[Opening Task data section]
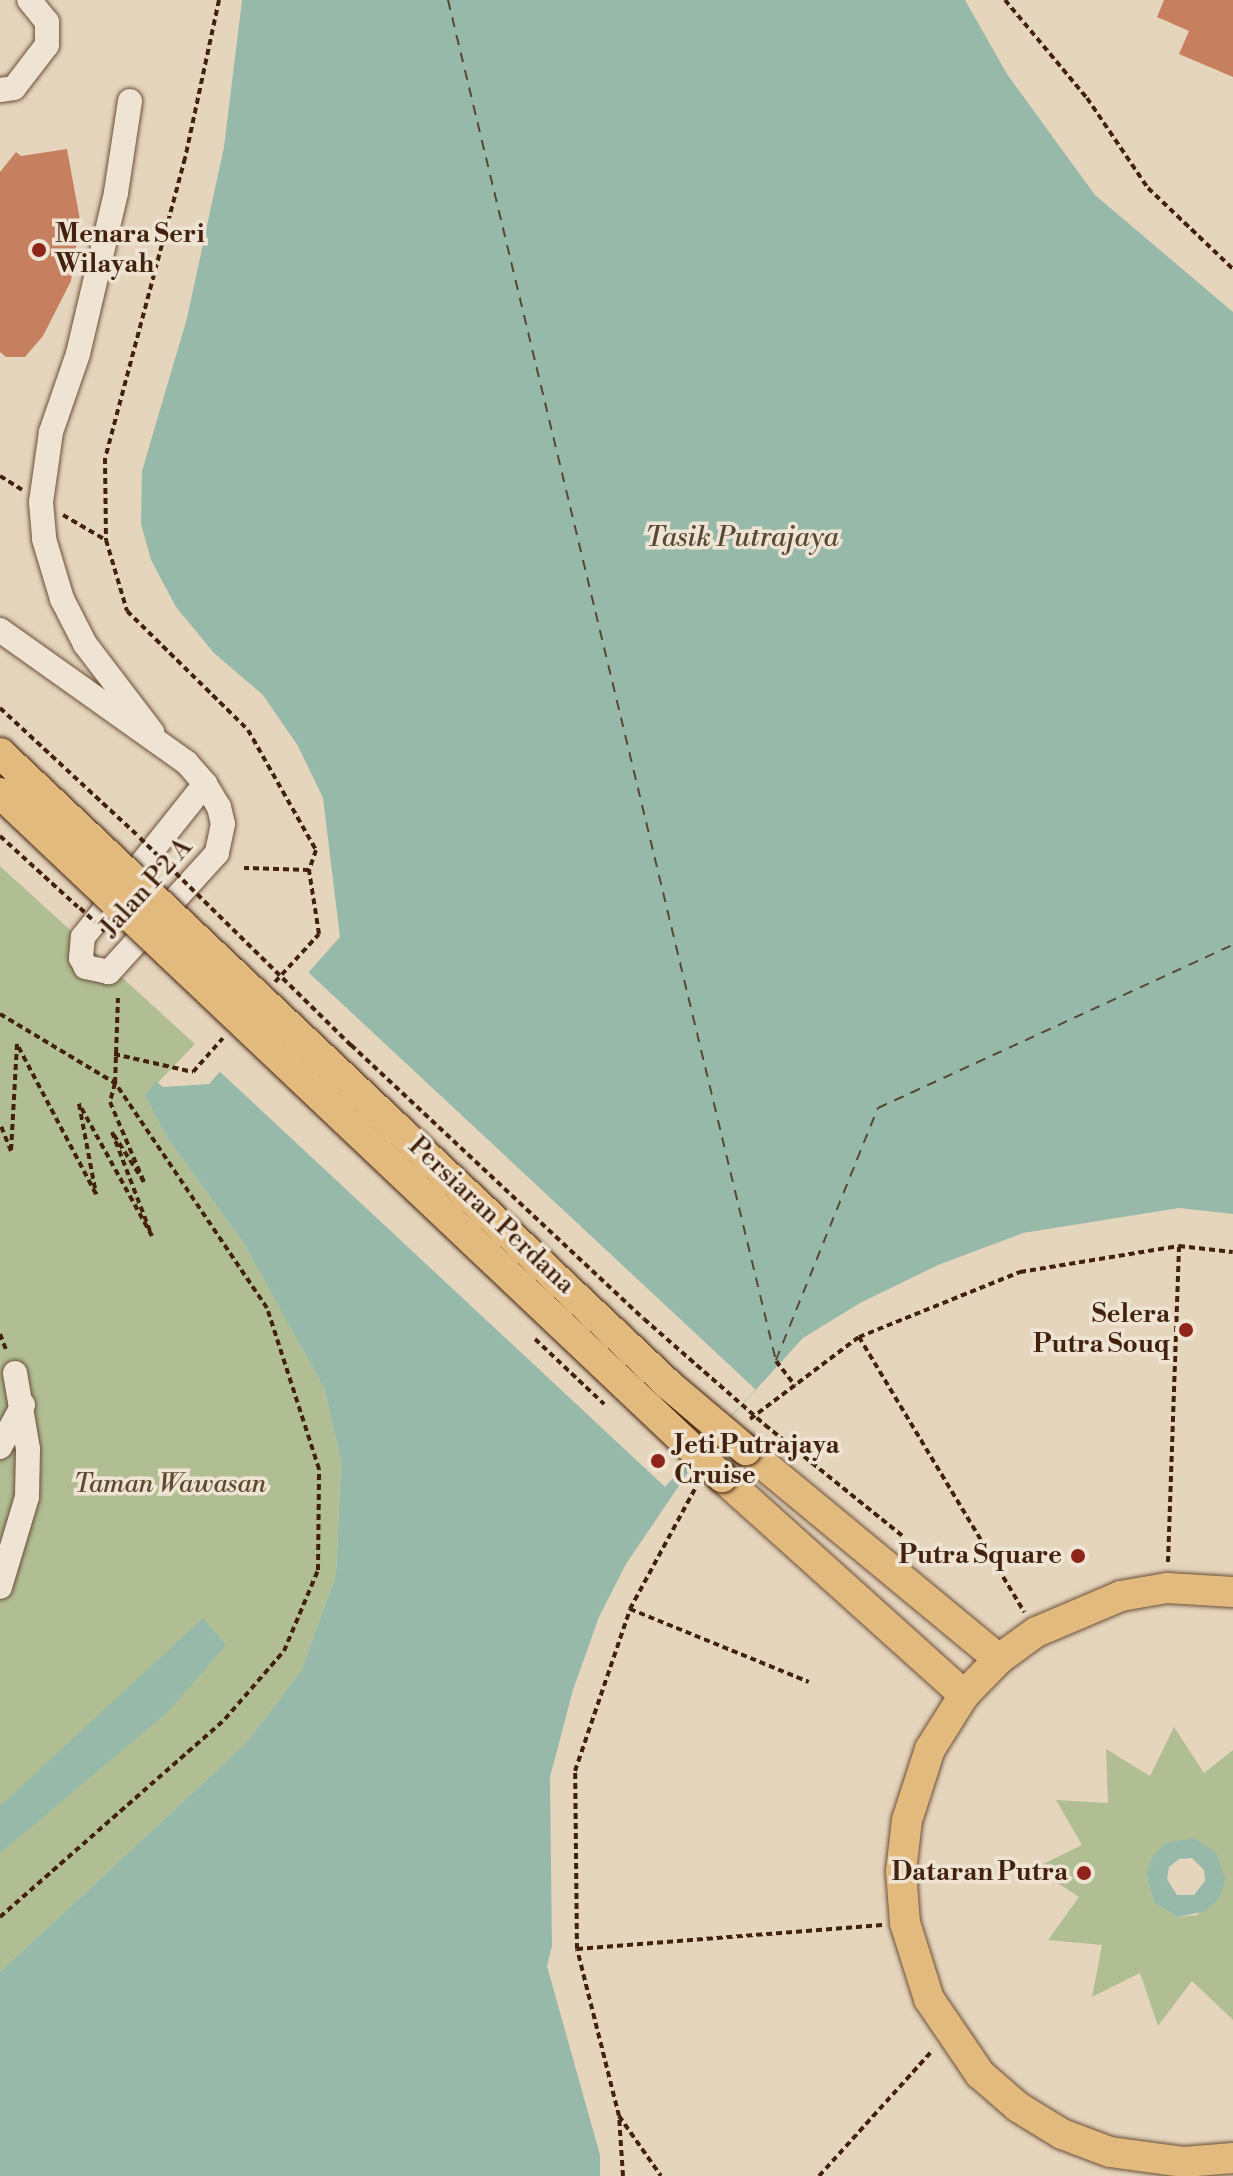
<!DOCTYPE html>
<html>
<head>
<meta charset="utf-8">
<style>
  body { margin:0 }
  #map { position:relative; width:1233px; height:2176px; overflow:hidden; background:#e6d5bd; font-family:"Libre Bodoni",serif }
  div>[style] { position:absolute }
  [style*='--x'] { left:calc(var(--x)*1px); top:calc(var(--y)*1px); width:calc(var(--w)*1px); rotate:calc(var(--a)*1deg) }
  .green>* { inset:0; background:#b1be94 }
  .water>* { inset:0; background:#97b9aa }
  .pier>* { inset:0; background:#e6d5bd; transform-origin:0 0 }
  .ferry>* { height:2px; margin-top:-1px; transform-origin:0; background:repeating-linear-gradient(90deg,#574834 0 10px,transparent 0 18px) }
  .building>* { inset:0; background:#c7805f }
  .path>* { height:4px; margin-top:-2px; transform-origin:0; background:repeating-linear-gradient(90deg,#42220c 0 6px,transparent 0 10px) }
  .roads { filter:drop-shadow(0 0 2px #6b4f38) drop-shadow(0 0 2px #6b4f38) }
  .minor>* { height:24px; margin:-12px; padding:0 12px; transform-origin:12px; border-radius:12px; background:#efe4d4 }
  .major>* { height:30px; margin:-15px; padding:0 15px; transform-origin:15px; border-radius:15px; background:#e3ba7e }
  .path-bridge>* { height:4px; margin-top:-2px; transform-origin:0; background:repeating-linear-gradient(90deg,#42220c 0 6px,transparent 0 10px) }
  .bridges { filter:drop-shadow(0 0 2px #42220c) drop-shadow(0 0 2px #42220c) }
  .major-bridge>* { height:30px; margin:-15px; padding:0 15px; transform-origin:15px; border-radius:15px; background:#e3ba7e }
  .dots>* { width:22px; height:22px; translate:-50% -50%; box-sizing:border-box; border:4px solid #efe4d4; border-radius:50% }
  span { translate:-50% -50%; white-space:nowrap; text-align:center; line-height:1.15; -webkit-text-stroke:7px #efe4d4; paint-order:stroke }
  .poi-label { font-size:26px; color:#42220c; font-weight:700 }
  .left { translate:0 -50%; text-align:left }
  .right { translate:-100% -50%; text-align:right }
  .street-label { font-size:26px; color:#42220c }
  .park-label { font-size:26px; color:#5e492e; font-style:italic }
  .water-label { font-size:28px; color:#574834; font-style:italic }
</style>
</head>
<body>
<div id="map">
  <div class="green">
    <div style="clip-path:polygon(0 866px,195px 1044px,145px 1096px,168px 1139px,243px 1242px,280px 1308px,324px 1388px,341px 1461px,336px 1575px,301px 1671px,245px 1744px,0 1972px)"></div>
    <div style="clip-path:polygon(evenodd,1174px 1727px,1204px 1773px,1233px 1750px,1233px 2020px,1192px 1981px,1158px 2026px,1140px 1973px,1092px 1997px,1102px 1945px,1048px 1940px,1079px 1897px,1035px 1868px,1082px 1845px,1056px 1800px,1108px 1803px,1106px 1749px,1150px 1776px,1174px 1727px,1216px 1852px,1198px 1915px,1178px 1917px,1154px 1903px,1146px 1874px,1152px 1857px,1216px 1852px)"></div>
  </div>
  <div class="water">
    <div style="clip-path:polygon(242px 0,965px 0,1007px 74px,1095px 195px,1233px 312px,1233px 1214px,1179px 1208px,1023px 1233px,938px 1265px,860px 1303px,803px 1338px,710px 1440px,626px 1564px,599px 1617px,573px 1690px,550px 1777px,552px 1946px,547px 1966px,600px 2155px,600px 2176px,0 2176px,0 1972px,245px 1744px,301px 1671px,336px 1575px,341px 1461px,324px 1388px,243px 1242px,168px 1139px,145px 1096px,156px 1081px,163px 1087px,209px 1084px,340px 937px,323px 798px,298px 746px,263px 695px,214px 653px,176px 607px,151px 560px,141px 524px,142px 471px,187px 318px,224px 147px)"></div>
    <div style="clip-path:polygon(203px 1618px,226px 1645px,167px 1713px,0 1853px,0 1806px)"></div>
    <div style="clip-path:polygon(evenodd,1193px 1838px,1216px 1852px,1225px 1879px,1220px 1897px,1206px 1911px,1178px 1917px,1154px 1903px,1146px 1874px,1152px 1857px,1165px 1843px,1193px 1838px,1192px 1858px,1204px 1870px,1205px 1881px,1194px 1895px,1177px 1895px,1167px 1879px,1169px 1867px,1179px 1859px,1192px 1858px)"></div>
  </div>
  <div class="pier">
    <div style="left:308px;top:972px;width:612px;height:133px;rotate:43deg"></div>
  </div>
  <div class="ferry">
    <div style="--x:448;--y:0;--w:1400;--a:76.45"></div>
    <div style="--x:776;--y:1360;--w:272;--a:-68"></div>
    <div style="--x:878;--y:1108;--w:391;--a:-24.7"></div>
  </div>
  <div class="building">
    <div style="clip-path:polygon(1164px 0,1233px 0,1233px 77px,1179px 54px,1189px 31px,1157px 17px)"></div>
    <div style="clip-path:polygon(67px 149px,80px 220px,71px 281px,43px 336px,25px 357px,6px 357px,0 352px,0 172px,16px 152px,21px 156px)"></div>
  </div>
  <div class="path">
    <div style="--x:219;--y:0;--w:162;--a:102.1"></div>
    <div style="--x:185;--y:158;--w:310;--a:104.9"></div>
    <div style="--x:105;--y:458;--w:82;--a:89.3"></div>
    <div style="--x:106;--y:540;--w:74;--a:73.5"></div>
    <div style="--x:127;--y:611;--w:170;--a:44.5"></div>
    <div style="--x:248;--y:730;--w:138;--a:60.5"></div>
    <div style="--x:316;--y:850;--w:21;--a:109"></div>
    <div style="--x:309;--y:870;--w:65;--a:-178.2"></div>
    <div style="--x:1005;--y:0;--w:128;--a:50.1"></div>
    <div style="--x:1087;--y:98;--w:109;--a:55.9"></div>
    <div style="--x:1148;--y:188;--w:117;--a:43.6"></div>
    <div style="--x:0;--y:476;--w:26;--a:32"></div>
    <div style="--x:63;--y:515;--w:50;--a:30.2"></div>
    <div style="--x:0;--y:708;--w:188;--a:42.8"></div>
    <div style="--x:0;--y:836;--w:105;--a:42.3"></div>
    <div style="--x:275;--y:982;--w:65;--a:-47.5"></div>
    <div style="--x:319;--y:934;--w:65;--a:-98.9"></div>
    <div style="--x:0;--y:1014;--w:134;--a:31"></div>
    <div style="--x:115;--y:1083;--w:20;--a:105"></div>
    <div style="--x:110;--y:1102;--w:87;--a:67"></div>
    <div style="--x:144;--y:1182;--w:59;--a:-122.6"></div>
    <div style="--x:112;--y:1132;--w:111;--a:69"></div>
    <div style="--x:152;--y:1236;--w:151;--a:-118.9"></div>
    <div style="--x:79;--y:1104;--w:92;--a:79.3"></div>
    <div style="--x:96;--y:1194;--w:170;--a:-117.8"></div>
    <div style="--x:17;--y:1044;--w:107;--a:93.2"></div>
    <div style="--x:11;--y:1151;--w:29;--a:-112"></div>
    <div style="--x:114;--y:1054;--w:81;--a:12.8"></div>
    <div style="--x:193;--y:1072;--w:45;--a:-48.6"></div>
    <div style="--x:0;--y:1334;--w:19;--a:69"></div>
    <div style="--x:859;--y:1337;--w:321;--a:59"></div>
    <div style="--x:776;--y:1361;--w:31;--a:52"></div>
    <div style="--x:750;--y:1419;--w:136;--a:-37"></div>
    <div style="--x:859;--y:1337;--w:174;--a:-22"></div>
    <div style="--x:1020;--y:1272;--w:161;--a:-9.3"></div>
    <div style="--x:1179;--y:1246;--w:54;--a:6.3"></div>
    <div style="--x:765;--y:1425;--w:179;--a:38.9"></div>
    <div style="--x:1168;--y:1562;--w:315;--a:-88"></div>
    <div style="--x:630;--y:1609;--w:193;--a:22.2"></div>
    <div style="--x:0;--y:1917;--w:300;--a:-41.3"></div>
    <div style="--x:225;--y:1719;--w:90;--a:-49.1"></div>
    <div style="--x:284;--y:1651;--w:88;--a:-67.2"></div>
    <div style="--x:318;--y:1570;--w:101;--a:-89.4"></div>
    <div style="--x:319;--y:1469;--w:169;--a:-107.9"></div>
    <div style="--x:267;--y:1308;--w:272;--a:-124"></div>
    <div style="--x:115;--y:1083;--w:85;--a:-88"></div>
    <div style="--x:577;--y:1949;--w:306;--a:-4.5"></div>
    <div style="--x:619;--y:2116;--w:73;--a:55"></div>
    <div style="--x:623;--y:2176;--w:60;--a:-93.8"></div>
    <div style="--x:619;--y:2116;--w:172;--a:-104.1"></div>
    <div style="--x:577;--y:1949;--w:178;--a:-90.6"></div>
    <div style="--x:575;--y:1771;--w:171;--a:-71.2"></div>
    <div style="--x:630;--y:1609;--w:141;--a:-61.6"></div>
    <div style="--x:819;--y:2176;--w:170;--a:-47.9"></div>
  </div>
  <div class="roads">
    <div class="minor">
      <div style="--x:0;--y:90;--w:14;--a:-8"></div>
      <div style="--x:14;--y:88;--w:54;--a:-52.5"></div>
      <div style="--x:47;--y:45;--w:23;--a:-90"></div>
      <div style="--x:47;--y:22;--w:28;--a:-129"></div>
      <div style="--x:130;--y:101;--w:93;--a:98.7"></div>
      <div style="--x:116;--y:193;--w:165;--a:103.3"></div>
      <div style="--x:78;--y:354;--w:83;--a:109.1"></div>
      <div style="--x:51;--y:432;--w:71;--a:98.1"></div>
      <div style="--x:41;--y:502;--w:37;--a:85"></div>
      <div style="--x:44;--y:539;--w:63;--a:73.3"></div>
      <div style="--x:62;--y:599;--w:51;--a:62.9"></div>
      <div style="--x:85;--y:644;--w:111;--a:52.7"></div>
      <div style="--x:0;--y:630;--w:229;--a:35.4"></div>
      <div style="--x:187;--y:763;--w:28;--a:49"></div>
      <div style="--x:205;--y:784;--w:27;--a:59"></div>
      <div style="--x:219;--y:807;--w:17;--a:77"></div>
      <div style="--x:223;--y:824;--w:30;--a:102"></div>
      <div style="--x:217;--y:853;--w:161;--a:132.2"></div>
      <div style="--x:109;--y:972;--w:24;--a:-168"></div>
      <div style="--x:86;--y:967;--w:10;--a:-119"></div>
      <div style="--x:81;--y:958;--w:21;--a:-85"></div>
      <div style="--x:83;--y:937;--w:196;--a:-51.4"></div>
      <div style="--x:0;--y:1447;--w:48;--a:-61.3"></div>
      <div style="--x:0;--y:1587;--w:94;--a:-73.3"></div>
      <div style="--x:27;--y:1497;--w:48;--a:-88.8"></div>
      <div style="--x:28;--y:1449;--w:77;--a:-99.7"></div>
    </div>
    <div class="major">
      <div style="--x:746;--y:1450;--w:328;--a:39.6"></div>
      <div style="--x:722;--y:1477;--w:326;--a:42"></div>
      <div style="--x:1233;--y:1592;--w:66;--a:-176.5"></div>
      <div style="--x:1167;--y:1588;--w:47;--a:170.1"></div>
      <div style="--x:1121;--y:1596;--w:92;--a:157"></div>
      <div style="--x:1036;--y:1632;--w:46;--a:143.9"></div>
      <div style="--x:999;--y:1659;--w:50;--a:134.2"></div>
      <div style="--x:964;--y:1695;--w:64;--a:122.2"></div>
      <div style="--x:930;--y:1749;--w:75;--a:107.9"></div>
      <div style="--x:907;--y:1820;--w:51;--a:96.7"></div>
      <div style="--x:901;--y:1871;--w:52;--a:85.6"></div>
      <div style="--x:905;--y:1923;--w:80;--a:72.5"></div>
      <div style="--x:929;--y:1999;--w:91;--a:55.8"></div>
      <div style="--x:980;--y:2074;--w:50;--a:41"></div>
      <div style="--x:1018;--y:2107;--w:52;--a:31.5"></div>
      <div style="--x:1062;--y:2134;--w:51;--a:20.6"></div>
      <div style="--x:1110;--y:2152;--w:75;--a:7.7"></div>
      <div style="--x:1184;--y:2162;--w:49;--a:-4.7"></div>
    </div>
  </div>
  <div class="path-bridge">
    <div style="--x:140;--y:838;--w:296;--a:44.5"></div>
    <div style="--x:351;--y:1045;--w:401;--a:43.1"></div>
    <div style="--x:644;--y:1319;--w:161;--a:41.2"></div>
    <div style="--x:80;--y:908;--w:34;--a:43"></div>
    <div style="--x:535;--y:1339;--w:95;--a:43.3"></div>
  </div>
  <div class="bridges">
    <div class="major-bridge">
      <div style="--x:0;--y:753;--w:920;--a:43.37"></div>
      <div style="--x:669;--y:1385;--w:101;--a:40.2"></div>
      <div style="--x:0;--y:793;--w:995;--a:43.45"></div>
    </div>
  </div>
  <div class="dots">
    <div style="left:39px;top:250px;background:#8f2418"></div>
    <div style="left:1186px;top:1330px;background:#8f2418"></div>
    <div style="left:658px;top:1461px;background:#8f2418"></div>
    <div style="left:1078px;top:1556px;background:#8f2418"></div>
    <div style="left:1084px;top:1873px;background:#8f2418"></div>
  </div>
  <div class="poi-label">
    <span class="left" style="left:55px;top:250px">Menara Seri<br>Wilayah</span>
    <span class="right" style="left:1170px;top:1330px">Selera<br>Putra Souq</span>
    <span class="left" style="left:674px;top:1461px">Jeti Putrajaya<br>Cruise</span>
    <span class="right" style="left:1062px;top:1556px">Putra Square</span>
    <span class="right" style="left:1068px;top:1873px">Dataran Putra</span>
  </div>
  <div class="street-label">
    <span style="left:147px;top:888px;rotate:-48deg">Jalan P2 A</span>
    <span style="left:491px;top:1216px;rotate:43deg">Persiaran Perdana</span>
  </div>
  <div class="park-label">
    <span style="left:170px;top:1485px">Taman Wawasan</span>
  </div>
  <div class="water-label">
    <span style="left:742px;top:538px">Tasik Putrajaya</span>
  </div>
</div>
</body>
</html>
[Closing Task data section]
Brief: Within the data, how many lines hold the word "position"? State the number alone.

Output of the task: 2